Problem:
Lines holding the string "日比谷通り" are the ones to copy from this listing.

★ ★ ★ ★ ★

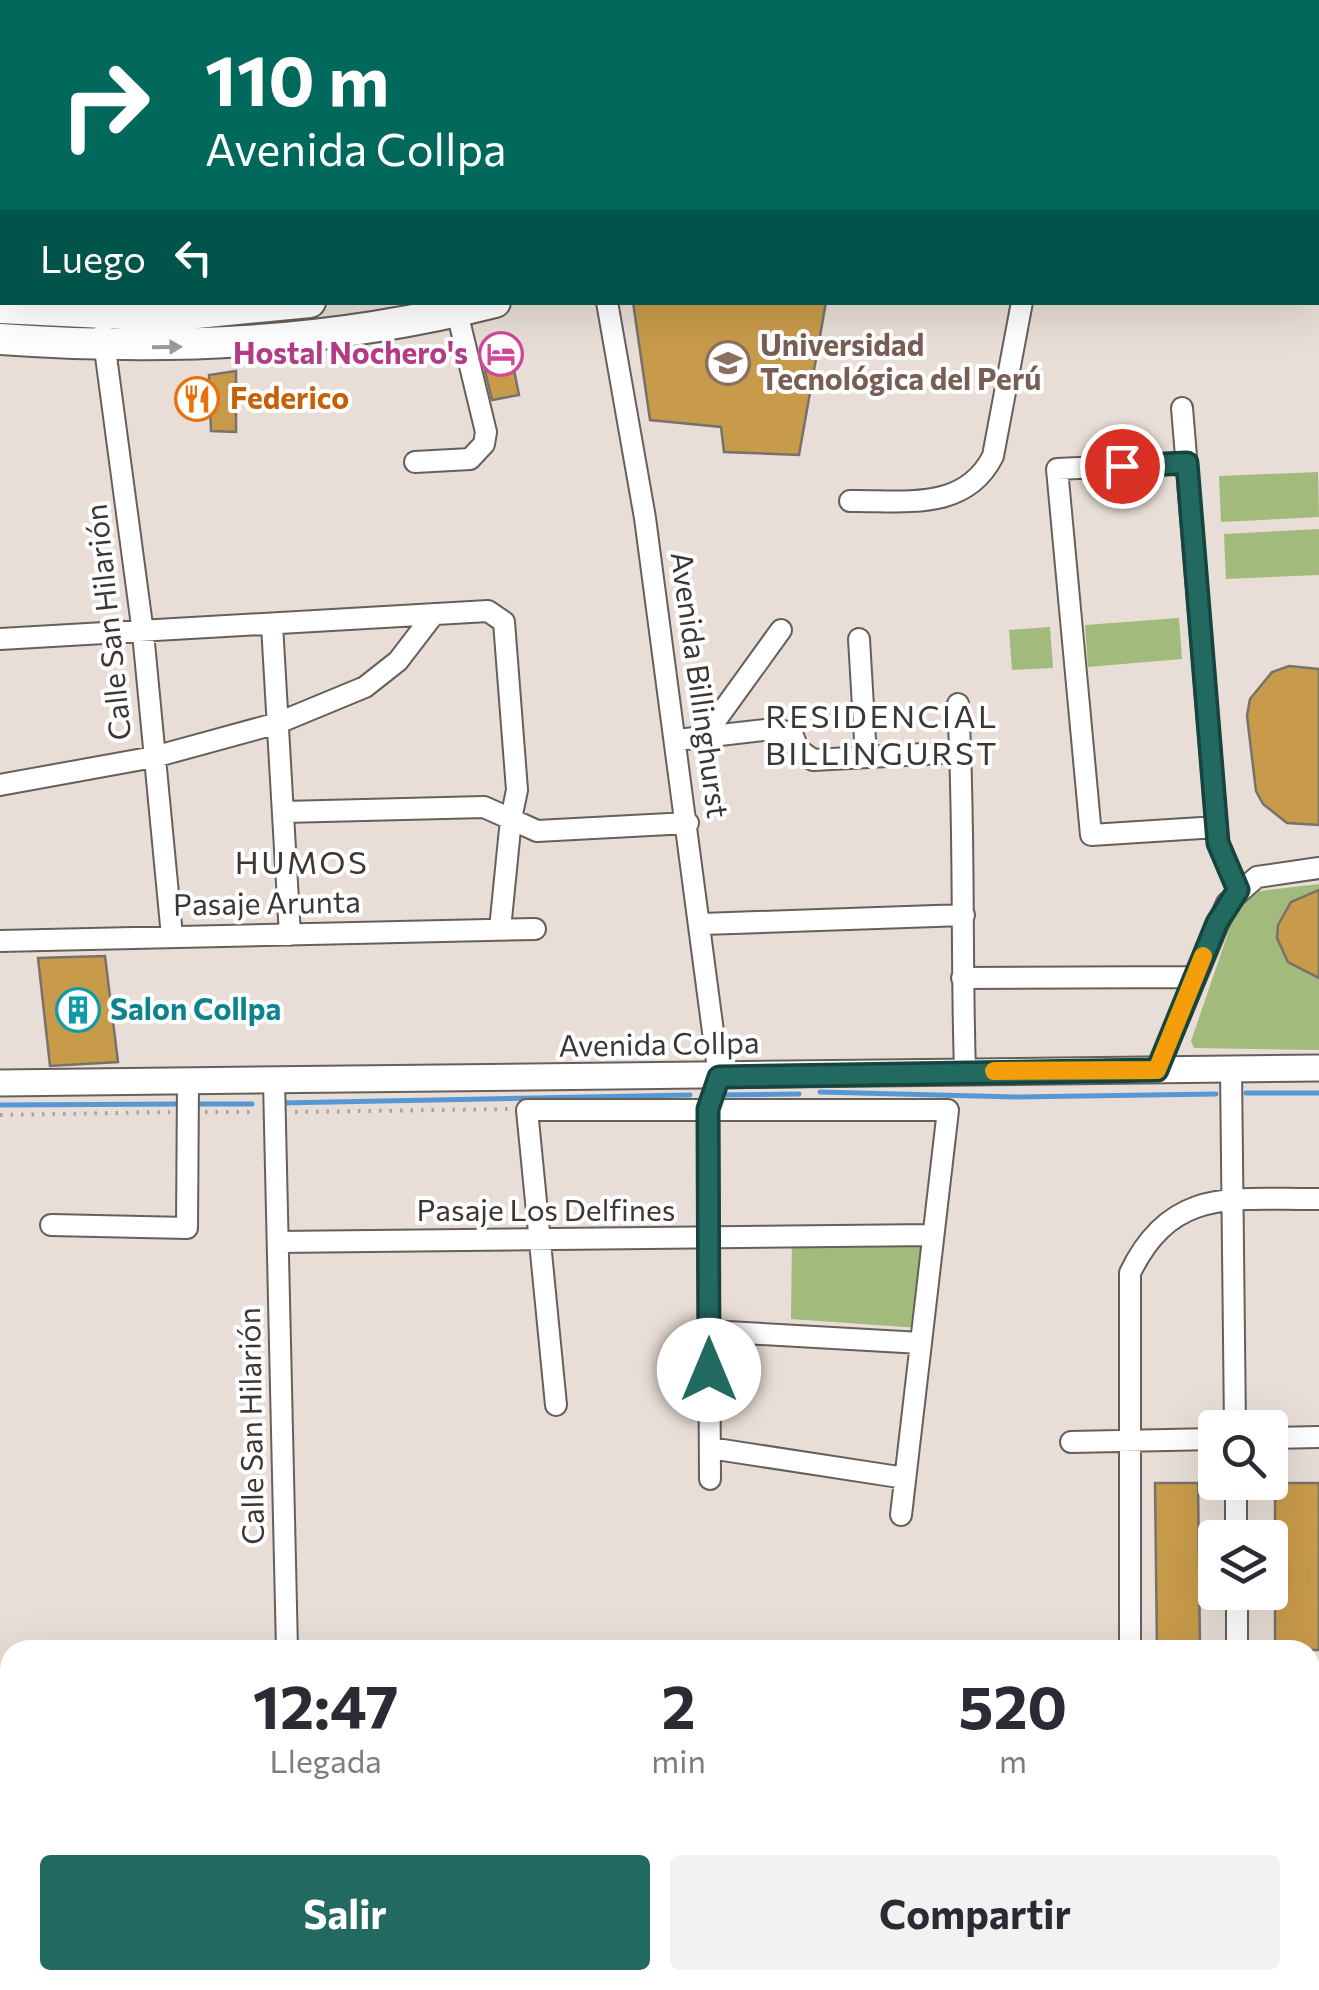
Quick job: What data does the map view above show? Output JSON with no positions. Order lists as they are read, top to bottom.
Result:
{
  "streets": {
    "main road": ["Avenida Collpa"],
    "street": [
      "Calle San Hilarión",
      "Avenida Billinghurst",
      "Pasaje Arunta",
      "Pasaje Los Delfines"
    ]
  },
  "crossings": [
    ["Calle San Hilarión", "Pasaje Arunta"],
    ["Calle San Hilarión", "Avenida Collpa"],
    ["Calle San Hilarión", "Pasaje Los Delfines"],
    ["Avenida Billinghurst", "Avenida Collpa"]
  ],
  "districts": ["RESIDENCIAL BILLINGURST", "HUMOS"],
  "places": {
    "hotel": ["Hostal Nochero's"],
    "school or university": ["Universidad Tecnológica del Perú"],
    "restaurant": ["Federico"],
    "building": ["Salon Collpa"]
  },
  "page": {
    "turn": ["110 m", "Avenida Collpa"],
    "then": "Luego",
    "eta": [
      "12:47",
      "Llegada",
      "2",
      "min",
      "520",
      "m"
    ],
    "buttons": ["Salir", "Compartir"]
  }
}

★ ★ ★ ★ ★

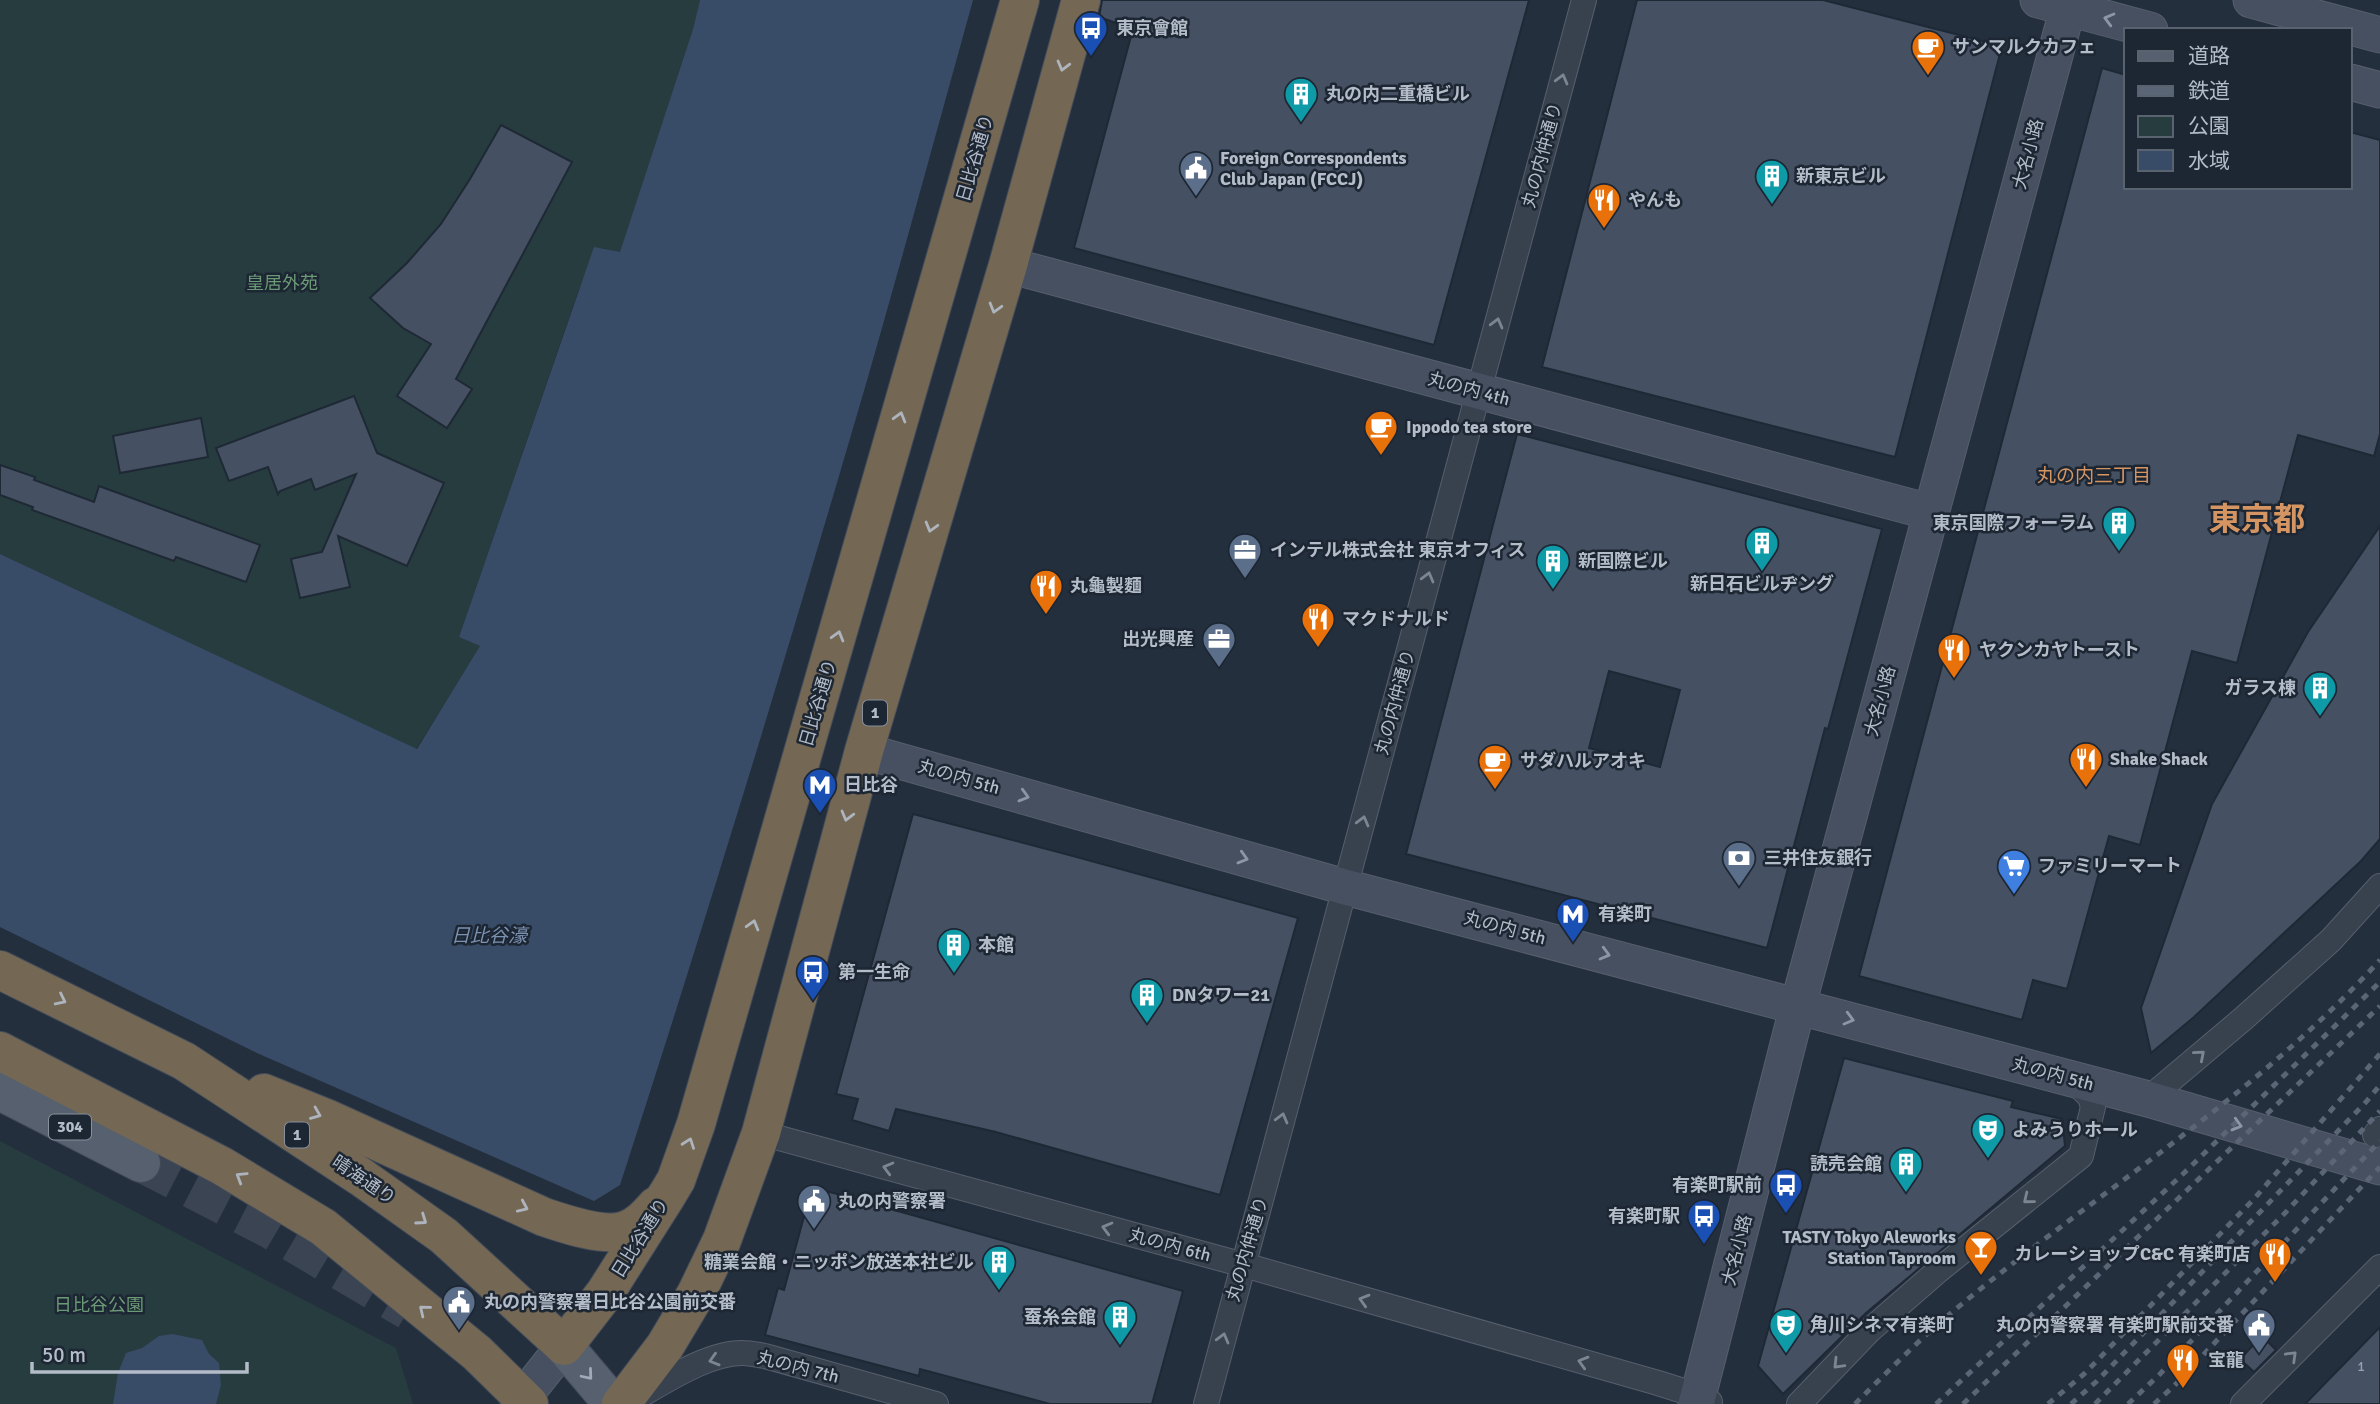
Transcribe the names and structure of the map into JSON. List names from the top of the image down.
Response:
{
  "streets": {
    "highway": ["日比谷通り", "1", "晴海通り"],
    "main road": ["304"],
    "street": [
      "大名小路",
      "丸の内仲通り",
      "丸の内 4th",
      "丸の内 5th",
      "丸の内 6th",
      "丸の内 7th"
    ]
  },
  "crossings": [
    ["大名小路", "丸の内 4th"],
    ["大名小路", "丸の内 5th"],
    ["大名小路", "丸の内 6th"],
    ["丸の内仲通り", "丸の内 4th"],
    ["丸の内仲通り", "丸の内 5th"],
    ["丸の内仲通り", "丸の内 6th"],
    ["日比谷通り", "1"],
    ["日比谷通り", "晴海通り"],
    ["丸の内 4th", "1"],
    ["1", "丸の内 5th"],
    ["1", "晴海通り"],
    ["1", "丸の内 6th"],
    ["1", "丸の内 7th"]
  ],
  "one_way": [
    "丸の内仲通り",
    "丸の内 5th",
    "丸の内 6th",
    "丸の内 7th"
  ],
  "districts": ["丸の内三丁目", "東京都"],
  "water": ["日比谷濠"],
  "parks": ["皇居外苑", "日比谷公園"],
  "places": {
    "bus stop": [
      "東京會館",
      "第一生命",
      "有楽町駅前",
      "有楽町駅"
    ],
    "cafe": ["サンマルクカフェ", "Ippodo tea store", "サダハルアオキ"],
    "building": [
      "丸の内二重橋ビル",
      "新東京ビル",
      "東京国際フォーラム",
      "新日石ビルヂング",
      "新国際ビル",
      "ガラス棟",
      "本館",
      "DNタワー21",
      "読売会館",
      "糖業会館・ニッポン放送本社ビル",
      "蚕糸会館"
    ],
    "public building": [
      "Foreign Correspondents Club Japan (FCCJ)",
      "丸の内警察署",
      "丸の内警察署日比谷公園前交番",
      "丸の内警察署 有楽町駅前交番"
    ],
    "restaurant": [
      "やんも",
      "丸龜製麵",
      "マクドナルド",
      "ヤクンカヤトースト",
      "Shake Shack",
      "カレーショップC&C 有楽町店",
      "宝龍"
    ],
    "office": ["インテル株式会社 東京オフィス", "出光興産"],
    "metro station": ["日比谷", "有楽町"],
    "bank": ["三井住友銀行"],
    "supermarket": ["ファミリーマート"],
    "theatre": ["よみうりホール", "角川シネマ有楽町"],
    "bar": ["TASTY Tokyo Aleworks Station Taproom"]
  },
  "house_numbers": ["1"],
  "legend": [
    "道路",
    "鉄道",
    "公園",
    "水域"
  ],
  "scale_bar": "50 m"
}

★ ★ ★ ★ ★

Output for this exercise:
    "highway": ["日比谷通り", "1", "晴海通り"],
    ["日比谷通り", "1"],
    ["日比谷通り", "晴海通り"],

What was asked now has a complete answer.